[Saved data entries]
* * *

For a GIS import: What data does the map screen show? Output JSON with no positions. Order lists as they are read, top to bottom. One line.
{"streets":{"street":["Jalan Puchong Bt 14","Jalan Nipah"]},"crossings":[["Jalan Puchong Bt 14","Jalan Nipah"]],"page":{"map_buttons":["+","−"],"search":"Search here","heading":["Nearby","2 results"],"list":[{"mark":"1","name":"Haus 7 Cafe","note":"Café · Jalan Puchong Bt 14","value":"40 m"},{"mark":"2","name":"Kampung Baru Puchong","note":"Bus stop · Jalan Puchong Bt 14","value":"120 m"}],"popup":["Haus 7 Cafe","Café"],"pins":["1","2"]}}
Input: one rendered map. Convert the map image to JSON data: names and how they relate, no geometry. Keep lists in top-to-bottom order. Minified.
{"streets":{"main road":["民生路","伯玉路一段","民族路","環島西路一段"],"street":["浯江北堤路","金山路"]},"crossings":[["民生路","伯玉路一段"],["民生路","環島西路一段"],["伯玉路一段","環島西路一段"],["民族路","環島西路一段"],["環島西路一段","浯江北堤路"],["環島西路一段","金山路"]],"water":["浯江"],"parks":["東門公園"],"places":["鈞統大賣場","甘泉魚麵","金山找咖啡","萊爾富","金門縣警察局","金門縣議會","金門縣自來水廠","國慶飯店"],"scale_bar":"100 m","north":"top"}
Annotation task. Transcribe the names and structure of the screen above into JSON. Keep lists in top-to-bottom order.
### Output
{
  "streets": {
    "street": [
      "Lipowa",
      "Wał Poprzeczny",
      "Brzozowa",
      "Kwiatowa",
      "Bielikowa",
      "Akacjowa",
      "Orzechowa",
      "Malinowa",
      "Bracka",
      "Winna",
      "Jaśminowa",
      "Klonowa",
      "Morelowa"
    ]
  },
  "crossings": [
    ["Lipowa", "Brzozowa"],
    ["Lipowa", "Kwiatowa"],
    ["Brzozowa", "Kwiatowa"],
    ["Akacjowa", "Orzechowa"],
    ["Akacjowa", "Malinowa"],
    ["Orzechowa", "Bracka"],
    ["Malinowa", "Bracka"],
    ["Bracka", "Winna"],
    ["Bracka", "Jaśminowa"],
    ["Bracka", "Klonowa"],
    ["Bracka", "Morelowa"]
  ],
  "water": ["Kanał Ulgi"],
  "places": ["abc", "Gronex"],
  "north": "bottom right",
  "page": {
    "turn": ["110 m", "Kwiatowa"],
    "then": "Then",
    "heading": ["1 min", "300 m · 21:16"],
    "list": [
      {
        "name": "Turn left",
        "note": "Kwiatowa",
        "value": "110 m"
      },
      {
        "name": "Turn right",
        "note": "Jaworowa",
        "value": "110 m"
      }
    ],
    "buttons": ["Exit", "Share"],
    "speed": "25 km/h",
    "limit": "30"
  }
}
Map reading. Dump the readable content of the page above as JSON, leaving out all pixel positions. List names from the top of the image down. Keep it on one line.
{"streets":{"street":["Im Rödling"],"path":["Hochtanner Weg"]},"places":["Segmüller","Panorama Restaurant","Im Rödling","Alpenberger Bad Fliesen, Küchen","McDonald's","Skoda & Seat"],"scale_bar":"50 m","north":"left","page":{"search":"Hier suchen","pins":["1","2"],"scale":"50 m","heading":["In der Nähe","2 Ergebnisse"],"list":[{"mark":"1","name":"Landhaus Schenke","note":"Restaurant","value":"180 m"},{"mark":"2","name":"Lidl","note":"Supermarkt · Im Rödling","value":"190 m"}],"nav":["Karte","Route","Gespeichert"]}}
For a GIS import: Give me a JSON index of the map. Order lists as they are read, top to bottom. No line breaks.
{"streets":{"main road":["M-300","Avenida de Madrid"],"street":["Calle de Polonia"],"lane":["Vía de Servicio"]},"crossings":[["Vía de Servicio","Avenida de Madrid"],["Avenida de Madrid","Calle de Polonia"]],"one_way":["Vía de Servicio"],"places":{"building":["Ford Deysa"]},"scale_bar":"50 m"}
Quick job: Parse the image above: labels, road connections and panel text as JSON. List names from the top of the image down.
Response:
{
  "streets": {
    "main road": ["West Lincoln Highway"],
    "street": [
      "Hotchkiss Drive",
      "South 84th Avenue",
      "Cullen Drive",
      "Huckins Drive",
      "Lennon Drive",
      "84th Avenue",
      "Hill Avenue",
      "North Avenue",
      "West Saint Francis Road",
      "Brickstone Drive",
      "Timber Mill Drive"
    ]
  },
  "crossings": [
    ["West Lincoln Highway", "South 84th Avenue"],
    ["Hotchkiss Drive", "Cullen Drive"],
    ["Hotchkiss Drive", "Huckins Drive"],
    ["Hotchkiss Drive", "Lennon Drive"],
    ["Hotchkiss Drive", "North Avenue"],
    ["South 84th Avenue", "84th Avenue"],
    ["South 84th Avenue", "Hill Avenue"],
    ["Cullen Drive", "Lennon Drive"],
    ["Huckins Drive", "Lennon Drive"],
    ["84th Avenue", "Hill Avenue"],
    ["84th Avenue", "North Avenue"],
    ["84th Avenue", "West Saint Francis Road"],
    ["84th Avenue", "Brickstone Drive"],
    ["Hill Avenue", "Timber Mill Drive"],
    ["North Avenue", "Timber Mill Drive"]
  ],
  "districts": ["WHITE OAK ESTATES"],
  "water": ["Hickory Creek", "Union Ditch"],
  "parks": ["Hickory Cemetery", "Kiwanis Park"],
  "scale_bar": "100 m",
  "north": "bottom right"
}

* * *

> [YOUR GOAL]: Reproduce the data shown above with every line intact.

> [EXERCISE RESULT]:
For a GIS import: What data does the map screen show? Output JSON with no positions. Order lists as they are read, top to bottom. One line.
{"streets":{"street":["Jalan Puchong Bt 14","Jalan Nipah"]},"crossings":[["Jalan Puchong Bt 14","Jalan Nipah"]],"page":{"map_buttons":["+","−"],"search":"Search here","heading":["Nearby","2 results"],"list":[{"mark":"1","name":"Haus 7 Cafe","note":"Café · Jalan Puchong Bt 14","value":"40 m"},{"mark":"2","name":"Kampung Baru Puchong","note":"Bus stop · Jalan Puchong Bt 14","value":"120 m"}],"popup":["Haus 7 Cafe","Café"],"pins":["1","2"]}}
Input: one rendered map. Convert the map image to JSON data: names and how they relate, no geometry. Keep lists in top-to-bottom order. Minified.
{"streets":{"main road":["民生路","伯玉路一段","民族路","環島西路一段"],"street":["浯江北堤路","金山路"]},"crossings":[["民生路","伯玉路一段"],["民生路","環島西路一段"],["伯玉路一段","環島西路一段"],["民族路","環島西路一段"],["環島西路一段","浯江北堤路"],["環島西路一段","金山路"]],"water":["浯江"],"parks":["東門公園"],"places":["鈞統大賣場","甘泉魚麵","金山找咖啡","萊爾富","金門縣警察局","金門縣議會","金門縣自來水廠","國慶飯店"],"scale_bar":"100 m","north":"top"}
Annotation task. Transcribe the names and structure of the screen above into JSON. Keep lists in top-to-bottom order.
### Output
{
  "streets": {
    "street": [
      "Lipowa",
      "Wał Poprzeczny",
      "Brzozowa",
      "Kwiatowa",
      "Bielikowa",
      "Akacjowa",
      "Orzechowa",
      "Malinowa",
      "Bracka",
      "Winna",
      "Jaśminowa",
      "Klonowa",
      "Morelowa"
    ]
  },
  "crossings": [
    ["Lipowa", "Brzozowa"],
    ["Lipowa", "Kwiatowa"],
    ["Brzozowa", "Kwiatowa"],
    ["Akacjowa", "Orzechowa"],
    ["Akacjowa", "Malinowa"],
    ["Orzechowa", "Bracka"],
    ["Malinowa", "Bracka"],
    ["Bracka", "Winna"],
    ["Bracka", "Jaśminowa"],
    ["Bracka", "Klonowa"],
    ["Bracka", "Morelowa"]
  ],
  "water": ["Kanał Ulgi"],
  "places": ["abc", "Gronex"],
  "north": "bottom right",
  "page": {
    "turn": ["110 m", "Kwiatowa"],
    "then": "Then",
    "heading": ["1 min", "300 m · 21:16"],
    "list": [
      {
        "name": "Turn left",
        "note": "Kwiatowa",
        "value": "110 m"
      },
      {
        "name": "Turn right",
        "note": "Jaworowa",
        "value": "110 m"
      }
    ],
    "buttons": ["Exit", "Share"],
    "speed": "25 km/h",
    "limit": "30"
  }
}
Map reading. Dump the readable content of the page above as JSON, leaving out all pixel positions. List names from the top of the image down. Keep it on one line.
{"streets":{"street":["Im Rödling"],"path":["Hochtanner Weg"]},"places":["Segmüller","Panorama Restaurant","Im Rödling","Alpenberger Bad Fliesen, Küchen","McDonald's","Skoda & Seat"],"scale_bar":"50 m","north":"left","page":{"search":"Hier suchen","pins":["1","2"],"scale":"50 m","heading":["In der Nähe","2 Ergebnisse"],"list":[{"mark":"1","name":"Landhaus Schenke","note":"Restaurant","value":"180 m"},{"mark":"2","name":"Lidl","note":"Supermarkt · Im Rödling","value":"190 m"}],"nav":["Karte","Route","Gespeichert"]}}
For a GIS import: Give me a JSON index of the map. Order lists as they are read, top to bottom. No line breaks.
{"streets":{"main road":["M-300","Avenida de Madrid"],"street":["Calle de Polonia"],"lane":["Vía de Servicio"]},"crossings":[["Vía de Servicio","Avenida de Madrid"],["Avenida de Madrid","Calle de Polonia"]],"one_way":["Vía de Servicio"],"places":{"building":["Ford Deysa"]},"scale_bar":"50 m"}
Quick job: Parse the image above: labels, road connections and panel text as JSON. List names from the top of the image down.
Response:
{
  "streets": {
    "main road": ["West Lincoln Highway"],
    "street": [
      "Hotchkiss Drive",
      "South 84th Avenue",
      "Cullen Drive",
      "Huckins Drive",
      "Lennon Drive",
      "84th Avenue",
      "Hill Avenue",
      "North Avenue",
      "West Saint Francis Road",
      "Brickstone Drive",
      "Timber Mill Drive"
    ]
  },
  "crossings": [
    ["West Lincoln Highway", "South 84th Avenue"],
    ["Hotchkiss Drive", "Cullen Drive"],
    ["Hotchkiss Drive", "Huckins Drive"],
    ["Hotchkiss Drive", "Lennon Drive"],
    ["Hotchkiss Drive", "North Avenue"],
    ["South 84th Avenue", "84th Avenue"],
    ["South 84th Avenue", "Hill Avenue"],
    ["Cullen Drive", "Lennon Drive"],
    ["Huckins Drive", "Lennon Drive"],
    ["84th Avenue", "Hill Avenue"],
    ["84th Avenue", "North Avenue"],
    ["84th Avenue", "West Saint Francis Road"],
    ["84th Avenue", "Brickstone Drive"],
    ["Hill Avenue", "Timber Mill Drive"],
    ["North Avenue", "Timber Mill Drive"]
  ],
  "districts": ["WHITE OAK ESTATES"],
  "water": ["Hickory Creek", "Union Ditch"],
  "parks": ["Hickory Cemetery", "Kiwanis Park"],
  "scale_bar": "100 m",
  "north": "bottom right"
}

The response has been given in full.